The potential anti-inflammatory action of adenosine was evaluated in the retina: in retinal microglia cultures, exposure to Amadori-glycated albumin (AGA) triggers the inflammatory response seen in diabetic conditions, namely, the increased expression and release of TNF, and this effect of AGA was successfully blocked by activation of A2AR in mice [78], rat [70], and pig [71] retinal microglial cells. In mice, the activation of A2AR with CGS21680, a selective agonist, also reduced TNF levels and decreased cell death in diabetic retinas [78].

In a study performed in diabetic mice, treatment with ABT-702, an AK inhibitor decreased ENT1 protein levels, cell death, and the expression of Iba1 (a microglia/macrophage marker that is upregulated upon activation), suggesting a decrease in microglia reactivity [70]. The same study showed that, in rat retinal microglial cell cultures, the inhibition of AK had a more substantial effect than ADA inhibition in decreasing TNF release.

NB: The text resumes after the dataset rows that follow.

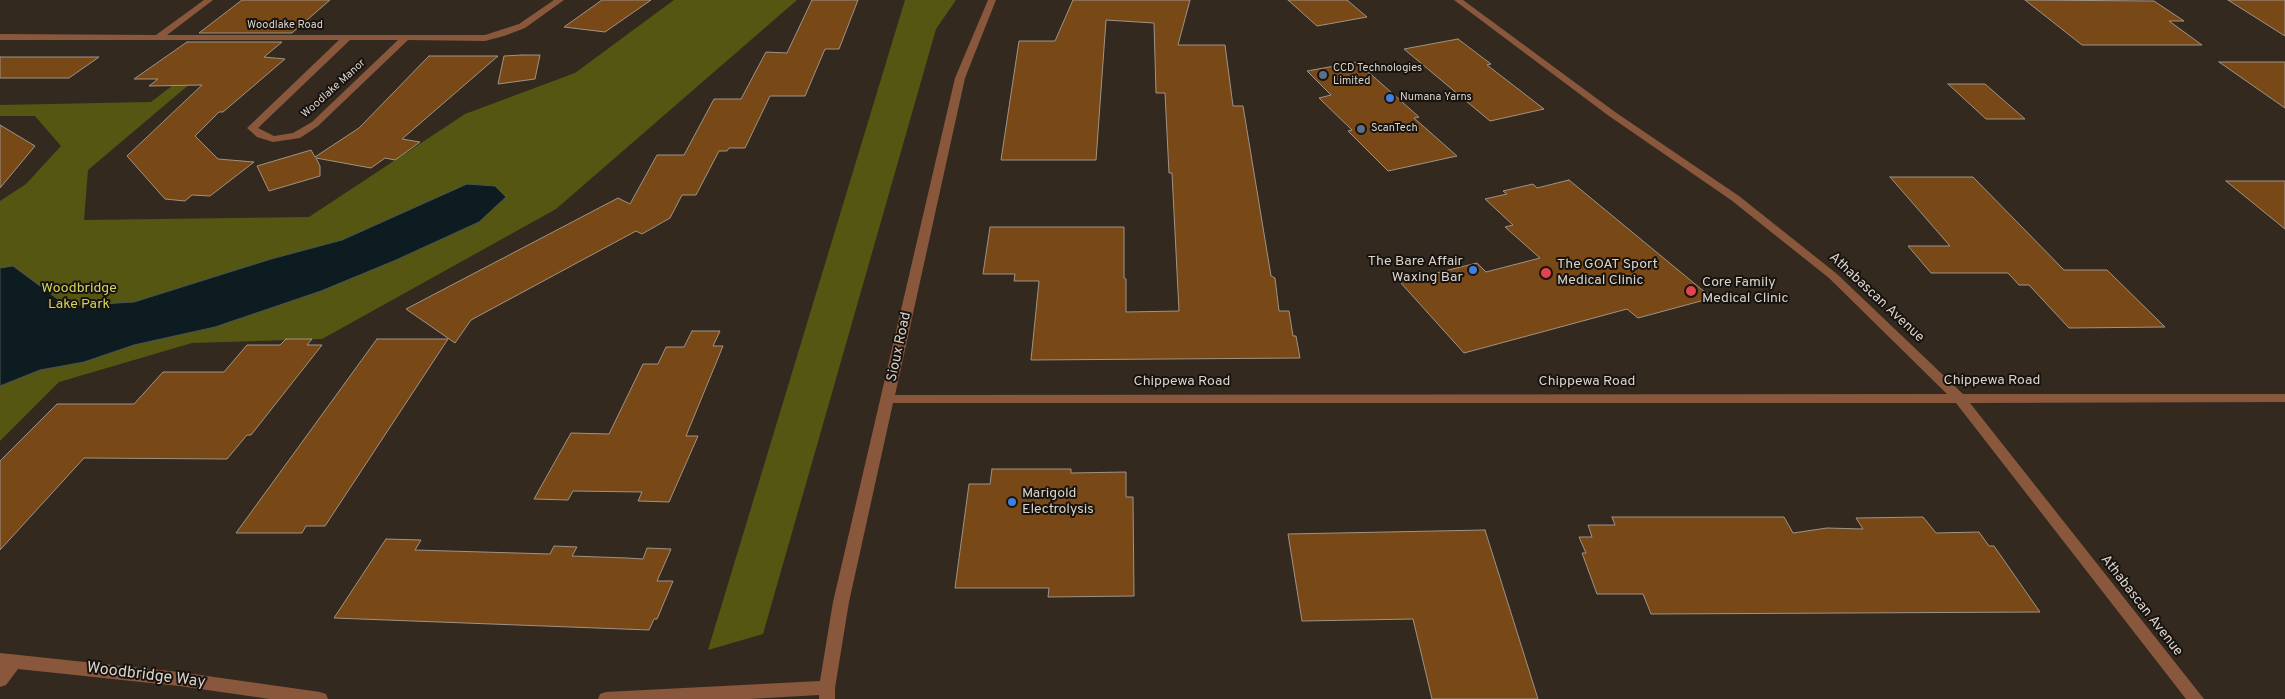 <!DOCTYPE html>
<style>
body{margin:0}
canvas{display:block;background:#34291f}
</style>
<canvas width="2285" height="699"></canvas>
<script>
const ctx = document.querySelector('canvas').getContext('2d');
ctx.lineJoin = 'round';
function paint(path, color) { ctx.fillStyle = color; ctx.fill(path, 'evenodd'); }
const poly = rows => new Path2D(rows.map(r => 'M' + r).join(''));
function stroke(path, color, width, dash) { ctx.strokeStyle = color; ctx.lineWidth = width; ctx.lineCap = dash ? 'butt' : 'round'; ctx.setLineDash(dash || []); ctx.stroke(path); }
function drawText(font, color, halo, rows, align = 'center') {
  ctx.font = font + ' Overpass,sans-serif'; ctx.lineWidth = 4; ctx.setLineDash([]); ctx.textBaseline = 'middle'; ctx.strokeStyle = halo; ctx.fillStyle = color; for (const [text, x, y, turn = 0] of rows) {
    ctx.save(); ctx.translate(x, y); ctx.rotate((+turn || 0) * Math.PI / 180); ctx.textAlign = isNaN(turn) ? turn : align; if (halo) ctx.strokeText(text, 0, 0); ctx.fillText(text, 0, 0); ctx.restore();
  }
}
const green = poly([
 [674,0,797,0,556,209,322,339,192,343,59,382,0,441,0,201,26,184,61,146,35,116,0,116,0,105,151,102,219,50,230,50,88,170,84,220,309,217,465,114,575,73],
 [905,0,956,0,936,29,763,634,708,650]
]);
const water = poly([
 [467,184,495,186,506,197,479,222,396,260,321,291,215,327,134,345,84,362,40,370,0,386,0,268,13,266,67,306,134,302,271,259,342,240,467,184]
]);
const building = poly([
 [242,0,330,0,292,33,199,33,242,0],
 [602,0,651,0,605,32,564,27,602,0],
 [812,0,858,0,839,49,825,49,805,96,770,96,745,148,729,148,727,151,719,151,696,195,682,195,670,218,642,234,636,231,471,320,455,343,406,309,618,198,630,204,657,155,684,155,714,99,741,99,766,52,787,53,812,0],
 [1073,0,1190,0,1178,45,1225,45,1233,106,1243,106,1271,276,1275,278,1279,311,1289,311,1293,336,1296,336,1300,358,1031,360,1039,281,1014,281,1015,274,983,274,990,227,1124,227,1124,278,1126,279,1126,312,1179,311,1172,173,1169,173,1165,93,1156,93,1154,23,1106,20,1096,160,1001,160,1019,41,1055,41,1073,0],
 [1288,0,1347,0,1367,17,1317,26,1288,0],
 [2025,0,2154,1,2184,21,2169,21,2202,45,2082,45,2025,0],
 [2228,0,2285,0,2285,36,2228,0],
 [1458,39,1491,64,1487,65,1544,109,1490,121,1404,49,1458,39],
 [187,42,282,42,264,57,285,59,223,112,219,112,195,136,218,159,254,162,210,196,192,195,185,201,165,199,127,156,202,85,149,86,158,79,134,79,187,42],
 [522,55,540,55,535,79,498,84,504,56,522,55],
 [429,56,498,56,402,139,420,142,395,160,385,158,371,168,316,158,320,166,320,176,269,191,257,166,311,150,315,157,359,128,429,56],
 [0,57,99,57,69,78,0,78,0,57],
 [1357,62,1419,117,1414,118,1457,156,1388,171,1348,131,1352,130,1319,98,1331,95,1307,71,1357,62],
 [2219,62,2285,62,2285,108,2219,62],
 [1948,84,1985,84,2025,119,1986,119,1948,84],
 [0,125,35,146,0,188,0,125],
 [1890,177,1973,177,2064,270,2107,270,2165,327,2069,328,2029,285,2019,285,2008,273,1931,273,1908,246,1950,246,1890,177],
 [1569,180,1712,298,1638,318,1627,309,1464,353,1400,282,1477,263,1486,272,1540,258,1505,227,1513,225,1485,199,1507,194,1503,191,1533,184,1537,188,1569,180],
 [2226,181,2285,181,2285,229,2226,181],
 [692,331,720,331,713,346,723,346,686,436,698,436,669,502,638,501,642,492,573,491,568,500,534,499,571,433,609,434,643,364,658,364,666,347,684,347,692,331],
 [286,339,312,339,307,345,322,345,251,435,247,435,227,459,84,458,0,550,0,461,57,404,134,404,163,372,224,372,247,345,280,345,286,339],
 [377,339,448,339,325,526,306,526,302,533,236,533,377,339],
 [992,469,1071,469,1071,473,1126,472,1126,497,1133,497,1134,596,1048,597,1049,588,955,588,969,484,990,484,992,469],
 [1612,517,1784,517,1793,533,1827,528,1863,529,1856,518,1923,517,1936,533,1979,532,1989,546,1994,546,2040,612,1651,614,1643,594,1597,594,1582,553,1586,553,1579,537,1592,537,1588,525,1615,525,1612,517],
 [1485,530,1538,699,1432,699,1413,619,1302,621,1288,534,1485,530],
 [386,539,421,540,415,550,550,554,554,546,577,547,572,556,627,558,643,559,647,548,671,549,657,581,673,581,657,619,654,619,649,630,334,618,386,539]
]);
const minor = poly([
 [204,0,213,0,167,35,485,35,519,24,554,0,564,0,525,28,504,36,485,41,408,40,318,126,300,138,273,142,257,137,247,128,339,40,0,40,0,34,156,35,204,0],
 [350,40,398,40,312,122,293,133,274,136,258,128,350,40],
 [988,0,996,0,965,78,895,395,1947,394,1829,278,1731,200,1609,116,1454,0,1463,0,1615,112,1739,196,1837,274,1963,394,2285,394,2285,402,1970,403,2204,699,2186,699,1956,403,893,403,849,602,835,688,835,699,819,699,819,695,749,699,598,699,600,694,606,692,820,681,833,602,955,78,988,0],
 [0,653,179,672,320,692,326,694,328,699,270,699,179,686,18,669,6,685,0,687,0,653]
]);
const markers = [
 [1323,75,5,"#5c6f8a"],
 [1390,98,5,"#3f7fe0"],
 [1361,129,5,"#5c6f8a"],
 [1473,270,5,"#3f7fe0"],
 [1546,273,6,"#e0444e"],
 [1691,291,6,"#e0444e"],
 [1012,502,5,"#3f7fe0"]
];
const farStreetnames = [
 ["Woodlake Road",285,26],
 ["Woodlake Manor",334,89,-42]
];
const farPoinames = [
 ["CCD Technologies",1333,69],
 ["Limited",1333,82],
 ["Numana Yarns",1400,98],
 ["ScanTech",1371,129]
];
const poiNames = [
 ["The Bare Affair",1463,262,"right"],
 ["Waxing Bar",1463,278,"right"],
 ["The GOAT Sport",1557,265],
 ["Medical Clinic",1557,281],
 ["Core Family",1702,283],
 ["Medical Clinic",1702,299],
 ["Marigold",1022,494],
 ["Electrolysis",1022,510]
];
const parkNames = [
 ["Woodbridge",79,289],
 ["Lake Park",79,305]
];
const streetNames = [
 ["Athabascan Avenue",1876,298,43],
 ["Sioux Road",900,347,-78],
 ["Chippewa Road",1992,381],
 ["Chippewa Road",1182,382],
 ["Chippewa Road",1587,382],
 ["Athabascan Avenue",2141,606,52]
];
const nearStreetnames = [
 ["Woodbridge Way",146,676,7]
];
paint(green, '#545612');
paint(water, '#0c1c20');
stroke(water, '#4a5354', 1);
paint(building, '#784916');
stroke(building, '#9f9286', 1);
paint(minor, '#89573c');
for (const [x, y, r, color] of markers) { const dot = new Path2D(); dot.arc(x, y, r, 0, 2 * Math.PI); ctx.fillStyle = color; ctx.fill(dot); stroke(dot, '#18130e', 2); }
drawText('11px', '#dad3cc', '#18130e', farStreetnames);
drawText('11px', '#dad3cc', '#18130e', farPoinames, 'left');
drawText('14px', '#dad3cc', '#18130e', poiNames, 'left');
drawText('14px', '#d2d55d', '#18130e', parkNames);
drawText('14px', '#dad3cc', '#18130e', streetNames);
drawText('16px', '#dad3cc', '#18130e', nearStreetnames);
</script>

These results point out to a protective, anti-inflammatory effect of adenosine and A2AR activation in particular. This protective effect, however, is contentious, with at least one other study showing conflicting results: the treatment of rMC-1, a rat Müller cell line, incubated in hyperglycemic-like conditions with either ATP or adenosine scavengers reduced the proinflammatory caspase-1 activation [79]. A nonselective adenosine receptor antagonist (DPCPX at a concentration of 10 μM) also reduced caspase-1 activation, which was mimicked with an A2BR selective antagonist (MRS1754). Taken together, the existing data on the role of adenosine in the retina during diabetes remains controversial and the effects of the modulation of this system most likely will depend on the target receptors and/or cell types and be influenced by the experimental approach. However, a picture of dysregulation is already apparent, one that may impact on excitotoxicity, osmotic regulation, and inflammation, all of which can impair cell survival and visual function in diabetic conditions.

5. Conclusions

In this review we covered the numerous alterations that occur to the adenosinergic system in the diabetic retina, from receptor expression and enzyme distribution and activity to adenosine levels. Such modifications to a system that is highly sensible to disruptions of homeostasis will necessarily have repercussions, especially in inflammatory and excitotoxic situations. The potential protection or damage that these alterations may cause is contentious, but the modulation of this system seems to be a promising path to combating the inflammatory and excitotoxic environment and reducing cell death in early DR.

Conflict of Interests

The authors have declared that no competing interests exist.

Acknowledgments

This work was supported by FCT (Fundação para a Ciência e a Tecnologia) grants SFRH/BD/43968/2008 and PEst-C/SAU/LA0001/2013-201. J. Vindeirinho is a recipient of a Ph.D. fellowship from FCT (SFRH/BD/51195/2010).